Personal information
- Date of birth: 28 October 2003 (age 22)
- Place of birth: Helmond, Netherlands
- Height: 1.78 m (5 ft 10 in)
- Position: Midfielder

Team information
- Current team: Athletic Torrellano

Youth career
- 0000–2015: Rood Wit '62
- 2015–2020: VVV-Venlo
- 2023–2024: Feyenoord

Senior career*
- Years: Team / Apps / (Gls)
- 2020–2022: VVV-Venlo / 20 / (1)
- 2022–2023: Helmond Sport / 18 / (0)
- 2025: Villena / 11 / (2)
- 2025–: Athletic Torrellano / 3 / (0)

= Wassim Essanoussi =

Dutch footballer (born 2003)

Wassim Essanoussi (وسيم السنوسي; born 28 October 2003) is a Dutch footballer who plays as a midfielder for Spanish Tercera Federación club Athletic Torrellano.

==Career==
On 3 April 2020, Essanoussi signed his first professional contract with VVV-Venlo.

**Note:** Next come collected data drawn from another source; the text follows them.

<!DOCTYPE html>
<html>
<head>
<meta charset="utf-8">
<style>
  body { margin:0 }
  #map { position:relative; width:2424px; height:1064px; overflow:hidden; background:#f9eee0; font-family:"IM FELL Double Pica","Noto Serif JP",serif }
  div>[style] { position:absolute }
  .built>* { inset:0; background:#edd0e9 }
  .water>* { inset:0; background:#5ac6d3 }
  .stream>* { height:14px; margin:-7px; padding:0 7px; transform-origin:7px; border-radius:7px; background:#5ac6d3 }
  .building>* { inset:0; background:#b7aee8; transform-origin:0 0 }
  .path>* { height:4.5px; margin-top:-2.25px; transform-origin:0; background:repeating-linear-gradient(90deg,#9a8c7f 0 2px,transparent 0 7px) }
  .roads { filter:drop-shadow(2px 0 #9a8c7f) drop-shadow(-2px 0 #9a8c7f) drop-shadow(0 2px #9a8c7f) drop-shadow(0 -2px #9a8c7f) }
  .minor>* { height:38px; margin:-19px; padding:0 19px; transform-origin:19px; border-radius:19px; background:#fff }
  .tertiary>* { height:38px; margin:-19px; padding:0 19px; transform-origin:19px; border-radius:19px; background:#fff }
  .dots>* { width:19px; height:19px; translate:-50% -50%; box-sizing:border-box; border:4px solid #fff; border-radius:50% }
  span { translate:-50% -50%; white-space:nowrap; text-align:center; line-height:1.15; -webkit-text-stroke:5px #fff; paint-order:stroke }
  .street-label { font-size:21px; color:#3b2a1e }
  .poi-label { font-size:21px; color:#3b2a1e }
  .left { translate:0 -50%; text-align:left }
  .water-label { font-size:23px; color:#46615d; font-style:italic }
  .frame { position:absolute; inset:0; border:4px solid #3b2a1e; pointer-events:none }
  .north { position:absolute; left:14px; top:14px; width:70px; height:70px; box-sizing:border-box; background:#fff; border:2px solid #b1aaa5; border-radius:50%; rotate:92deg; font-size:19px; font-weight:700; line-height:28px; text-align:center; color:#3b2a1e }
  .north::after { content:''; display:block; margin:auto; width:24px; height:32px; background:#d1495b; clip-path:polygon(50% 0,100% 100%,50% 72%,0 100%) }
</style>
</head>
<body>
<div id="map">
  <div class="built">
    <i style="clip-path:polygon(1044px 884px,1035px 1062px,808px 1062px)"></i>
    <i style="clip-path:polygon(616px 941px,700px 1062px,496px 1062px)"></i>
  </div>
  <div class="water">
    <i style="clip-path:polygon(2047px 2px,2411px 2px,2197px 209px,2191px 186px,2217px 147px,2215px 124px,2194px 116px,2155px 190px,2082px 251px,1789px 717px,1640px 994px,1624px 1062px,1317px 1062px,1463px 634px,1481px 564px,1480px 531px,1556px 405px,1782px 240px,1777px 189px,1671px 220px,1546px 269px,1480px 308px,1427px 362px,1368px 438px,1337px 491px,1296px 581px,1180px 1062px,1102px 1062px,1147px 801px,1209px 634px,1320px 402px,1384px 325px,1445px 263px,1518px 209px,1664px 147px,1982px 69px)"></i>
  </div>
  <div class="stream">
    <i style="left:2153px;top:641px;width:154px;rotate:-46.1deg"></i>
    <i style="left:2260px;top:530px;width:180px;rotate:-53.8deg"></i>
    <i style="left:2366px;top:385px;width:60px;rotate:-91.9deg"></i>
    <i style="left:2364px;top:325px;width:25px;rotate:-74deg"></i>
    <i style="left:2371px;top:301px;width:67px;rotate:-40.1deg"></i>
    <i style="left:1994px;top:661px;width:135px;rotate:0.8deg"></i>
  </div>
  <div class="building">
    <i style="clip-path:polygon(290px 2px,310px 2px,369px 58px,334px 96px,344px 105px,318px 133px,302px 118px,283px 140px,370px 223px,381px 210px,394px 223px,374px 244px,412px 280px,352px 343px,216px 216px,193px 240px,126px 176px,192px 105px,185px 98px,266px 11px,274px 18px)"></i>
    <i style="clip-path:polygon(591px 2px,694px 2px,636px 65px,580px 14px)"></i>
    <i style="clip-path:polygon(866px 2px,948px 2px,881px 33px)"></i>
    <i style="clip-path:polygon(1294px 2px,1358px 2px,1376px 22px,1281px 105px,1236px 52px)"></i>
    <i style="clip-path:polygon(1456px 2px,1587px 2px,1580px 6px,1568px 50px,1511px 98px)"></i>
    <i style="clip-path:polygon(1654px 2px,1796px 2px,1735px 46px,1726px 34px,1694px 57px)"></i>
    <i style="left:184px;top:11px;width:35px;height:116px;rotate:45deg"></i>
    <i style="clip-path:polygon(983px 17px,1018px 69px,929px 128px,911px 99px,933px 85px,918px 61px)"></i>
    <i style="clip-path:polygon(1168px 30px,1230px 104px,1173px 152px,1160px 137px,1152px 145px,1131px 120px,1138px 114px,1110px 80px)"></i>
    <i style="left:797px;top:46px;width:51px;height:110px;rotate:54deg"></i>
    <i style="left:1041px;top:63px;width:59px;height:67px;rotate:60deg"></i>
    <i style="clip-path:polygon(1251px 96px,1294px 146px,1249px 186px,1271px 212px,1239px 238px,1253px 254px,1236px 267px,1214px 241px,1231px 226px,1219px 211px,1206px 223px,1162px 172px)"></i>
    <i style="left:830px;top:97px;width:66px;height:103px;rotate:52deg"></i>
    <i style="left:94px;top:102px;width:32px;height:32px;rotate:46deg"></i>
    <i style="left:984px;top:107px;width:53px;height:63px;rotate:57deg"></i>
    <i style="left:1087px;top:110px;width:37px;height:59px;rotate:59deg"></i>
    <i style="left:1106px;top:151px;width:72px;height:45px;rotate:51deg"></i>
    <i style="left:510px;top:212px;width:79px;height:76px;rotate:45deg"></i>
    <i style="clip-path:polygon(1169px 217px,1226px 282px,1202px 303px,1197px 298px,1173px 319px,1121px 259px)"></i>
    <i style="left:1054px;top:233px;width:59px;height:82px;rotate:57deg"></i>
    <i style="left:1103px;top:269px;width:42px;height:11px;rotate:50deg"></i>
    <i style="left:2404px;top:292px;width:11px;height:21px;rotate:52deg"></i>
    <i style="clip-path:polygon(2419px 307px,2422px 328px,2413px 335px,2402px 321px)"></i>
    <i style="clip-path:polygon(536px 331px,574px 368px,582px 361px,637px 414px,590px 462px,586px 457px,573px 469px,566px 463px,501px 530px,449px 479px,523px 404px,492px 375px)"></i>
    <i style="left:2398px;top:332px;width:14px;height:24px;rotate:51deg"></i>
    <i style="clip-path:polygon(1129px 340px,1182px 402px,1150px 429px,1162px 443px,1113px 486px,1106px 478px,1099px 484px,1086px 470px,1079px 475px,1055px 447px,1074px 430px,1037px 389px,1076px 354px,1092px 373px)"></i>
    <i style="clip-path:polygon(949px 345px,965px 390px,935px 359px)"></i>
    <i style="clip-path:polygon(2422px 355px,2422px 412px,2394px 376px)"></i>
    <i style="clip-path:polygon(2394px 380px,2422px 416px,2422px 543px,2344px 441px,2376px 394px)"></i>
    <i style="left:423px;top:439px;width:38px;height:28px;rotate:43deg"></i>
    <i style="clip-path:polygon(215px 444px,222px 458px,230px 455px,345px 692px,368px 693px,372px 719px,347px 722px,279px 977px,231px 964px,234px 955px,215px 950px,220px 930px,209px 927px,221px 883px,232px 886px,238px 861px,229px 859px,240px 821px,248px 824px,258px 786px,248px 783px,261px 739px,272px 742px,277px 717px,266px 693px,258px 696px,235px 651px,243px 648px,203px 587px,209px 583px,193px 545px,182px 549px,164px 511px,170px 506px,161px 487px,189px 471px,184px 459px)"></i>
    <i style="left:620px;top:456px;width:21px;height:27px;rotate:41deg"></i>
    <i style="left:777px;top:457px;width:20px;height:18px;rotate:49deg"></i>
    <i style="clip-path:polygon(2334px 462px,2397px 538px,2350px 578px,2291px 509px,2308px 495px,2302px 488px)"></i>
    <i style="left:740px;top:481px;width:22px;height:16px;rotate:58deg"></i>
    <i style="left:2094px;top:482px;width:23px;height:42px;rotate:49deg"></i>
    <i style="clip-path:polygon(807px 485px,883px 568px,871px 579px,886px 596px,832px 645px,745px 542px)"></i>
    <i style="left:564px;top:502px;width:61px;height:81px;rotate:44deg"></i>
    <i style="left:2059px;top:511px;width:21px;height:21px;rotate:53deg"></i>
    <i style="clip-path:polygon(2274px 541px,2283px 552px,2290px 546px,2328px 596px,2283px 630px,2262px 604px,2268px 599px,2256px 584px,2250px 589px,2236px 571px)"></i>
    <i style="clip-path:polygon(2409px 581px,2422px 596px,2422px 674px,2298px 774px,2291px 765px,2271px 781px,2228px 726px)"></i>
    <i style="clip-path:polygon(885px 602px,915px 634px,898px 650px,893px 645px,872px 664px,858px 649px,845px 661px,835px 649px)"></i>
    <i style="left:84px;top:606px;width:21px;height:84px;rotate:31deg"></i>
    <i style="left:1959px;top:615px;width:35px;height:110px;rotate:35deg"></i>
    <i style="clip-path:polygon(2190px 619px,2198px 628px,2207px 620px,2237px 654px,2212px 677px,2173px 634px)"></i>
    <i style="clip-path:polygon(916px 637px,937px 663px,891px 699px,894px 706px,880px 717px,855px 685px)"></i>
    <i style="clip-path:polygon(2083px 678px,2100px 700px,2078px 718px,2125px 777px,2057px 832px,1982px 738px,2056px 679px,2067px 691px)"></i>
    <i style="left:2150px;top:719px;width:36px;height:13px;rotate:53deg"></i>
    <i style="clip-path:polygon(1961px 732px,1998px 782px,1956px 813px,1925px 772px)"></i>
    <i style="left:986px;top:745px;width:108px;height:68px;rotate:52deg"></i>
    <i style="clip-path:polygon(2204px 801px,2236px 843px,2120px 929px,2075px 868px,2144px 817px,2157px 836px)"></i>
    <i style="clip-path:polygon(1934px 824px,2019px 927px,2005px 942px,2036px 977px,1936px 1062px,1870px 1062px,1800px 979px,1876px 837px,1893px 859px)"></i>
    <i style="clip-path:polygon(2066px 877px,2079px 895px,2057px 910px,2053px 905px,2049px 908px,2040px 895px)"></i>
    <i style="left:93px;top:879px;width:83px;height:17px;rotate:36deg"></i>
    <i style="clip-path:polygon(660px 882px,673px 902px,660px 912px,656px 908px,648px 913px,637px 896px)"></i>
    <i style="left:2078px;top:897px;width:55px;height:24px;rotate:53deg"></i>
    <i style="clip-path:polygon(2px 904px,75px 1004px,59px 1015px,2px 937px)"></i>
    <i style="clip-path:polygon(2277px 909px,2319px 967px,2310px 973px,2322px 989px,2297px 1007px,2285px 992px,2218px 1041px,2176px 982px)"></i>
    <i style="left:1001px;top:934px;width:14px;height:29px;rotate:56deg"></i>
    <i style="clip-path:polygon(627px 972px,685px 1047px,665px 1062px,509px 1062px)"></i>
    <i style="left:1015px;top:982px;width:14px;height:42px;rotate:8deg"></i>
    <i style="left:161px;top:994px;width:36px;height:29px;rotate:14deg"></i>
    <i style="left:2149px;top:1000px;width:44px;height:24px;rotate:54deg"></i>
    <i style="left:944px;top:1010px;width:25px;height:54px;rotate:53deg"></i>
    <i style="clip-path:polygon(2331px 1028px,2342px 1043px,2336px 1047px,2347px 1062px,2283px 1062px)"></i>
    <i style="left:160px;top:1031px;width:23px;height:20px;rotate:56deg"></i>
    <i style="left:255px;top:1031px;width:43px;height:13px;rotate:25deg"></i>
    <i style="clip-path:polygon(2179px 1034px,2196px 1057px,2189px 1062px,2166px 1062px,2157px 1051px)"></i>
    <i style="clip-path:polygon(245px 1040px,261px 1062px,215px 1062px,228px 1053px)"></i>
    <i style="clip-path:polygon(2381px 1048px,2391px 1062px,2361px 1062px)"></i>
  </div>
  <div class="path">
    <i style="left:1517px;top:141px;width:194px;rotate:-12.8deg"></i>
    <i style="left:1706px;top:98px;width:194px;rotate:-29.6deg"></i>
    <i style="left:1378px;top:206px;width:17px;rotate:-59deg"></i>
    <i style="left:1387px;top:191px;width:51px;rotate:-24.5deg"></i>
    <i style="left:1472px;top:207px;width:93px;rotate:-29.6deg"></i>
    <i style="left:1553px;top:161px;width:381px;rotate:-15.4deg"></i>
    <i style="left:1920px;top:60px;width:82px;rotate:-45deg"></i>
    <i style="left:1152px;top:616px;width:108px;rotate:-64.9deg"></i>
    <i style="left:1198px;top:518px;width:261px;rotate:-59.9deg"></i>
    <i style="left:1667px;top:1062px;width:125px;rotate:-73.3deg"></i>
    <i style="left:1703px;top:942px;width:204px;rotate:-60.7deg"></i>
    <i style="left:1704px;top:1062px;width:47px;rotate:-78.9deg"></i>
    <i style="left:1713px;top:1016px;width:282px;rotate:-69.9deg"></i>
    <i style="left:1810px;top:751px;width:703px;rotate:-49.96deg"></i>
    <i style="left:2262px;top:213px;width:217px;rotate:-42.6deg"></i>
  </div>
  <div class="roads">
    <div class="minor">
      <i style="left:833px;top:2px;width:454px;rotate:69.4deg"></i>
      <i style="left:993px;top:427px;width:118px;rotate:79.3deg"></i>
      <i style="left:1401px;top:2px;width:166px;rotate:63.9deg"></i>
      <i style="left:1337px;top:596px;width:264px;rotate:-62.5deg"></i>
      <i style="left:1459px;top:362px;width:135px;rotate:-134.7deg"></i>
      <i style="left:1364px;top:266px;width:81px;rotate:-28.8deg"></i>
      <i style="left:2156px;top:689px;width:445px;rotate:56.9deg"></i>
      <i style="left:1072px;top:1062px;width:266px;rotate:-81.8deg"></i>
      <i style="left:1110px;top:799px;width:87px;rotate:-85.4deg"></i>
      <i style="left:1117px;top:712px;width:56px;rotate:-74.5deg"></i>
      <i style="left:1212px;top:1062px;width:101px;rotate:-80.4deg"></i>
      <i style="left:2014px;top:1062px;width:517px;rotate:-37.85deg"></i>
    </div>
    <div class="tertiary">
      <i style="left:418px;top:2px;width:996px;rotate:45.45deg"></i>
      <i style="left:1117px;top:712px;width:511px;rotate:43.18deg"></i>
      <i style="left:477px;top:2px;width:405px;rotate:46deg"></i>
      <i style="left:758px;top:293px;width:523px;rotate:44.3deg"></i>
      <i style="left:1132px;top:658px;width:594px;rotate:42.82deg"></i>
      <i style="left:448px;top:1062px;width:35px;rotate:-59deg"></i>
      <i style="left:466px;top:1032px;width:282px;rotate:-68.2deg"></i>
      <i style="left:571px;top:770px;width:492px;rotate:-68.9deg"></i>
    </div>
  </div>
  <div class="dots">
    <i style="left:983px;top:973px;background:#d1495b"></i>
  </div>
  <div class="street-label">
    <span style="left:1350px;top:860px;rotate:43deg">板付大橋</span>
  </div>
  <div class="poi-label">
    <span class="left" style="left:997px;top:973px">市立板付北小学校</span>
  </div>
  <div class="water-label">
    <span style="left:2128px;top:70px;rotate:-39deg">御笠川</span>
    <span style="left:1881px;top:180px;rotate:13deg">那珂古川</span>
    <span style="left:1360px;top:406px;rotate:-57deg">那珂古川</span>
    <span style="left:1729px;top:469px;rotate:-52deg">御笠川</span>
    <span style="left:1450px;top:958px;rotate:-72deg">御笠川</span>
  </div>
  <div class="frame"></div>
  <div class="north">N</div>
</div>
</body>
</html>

Essanoussi made his professional debut with VVV-Venlo as a late substitute in a record 13–0 Eredivisie loss to AFC Ajax on 24 October 2020.

Essanoussi joined Helmond Sport on 22 June 2022, signing a two-year deal with an option for an additional year. On 1 September 2023, his contract with Helmond Sport was terminated by mutual consent. Later in the month, he signed a contract with Feyenoord to join the club's U21 team.

==Personal life==
Born in the Netherlands, Essanoussi is of Moroccan descent.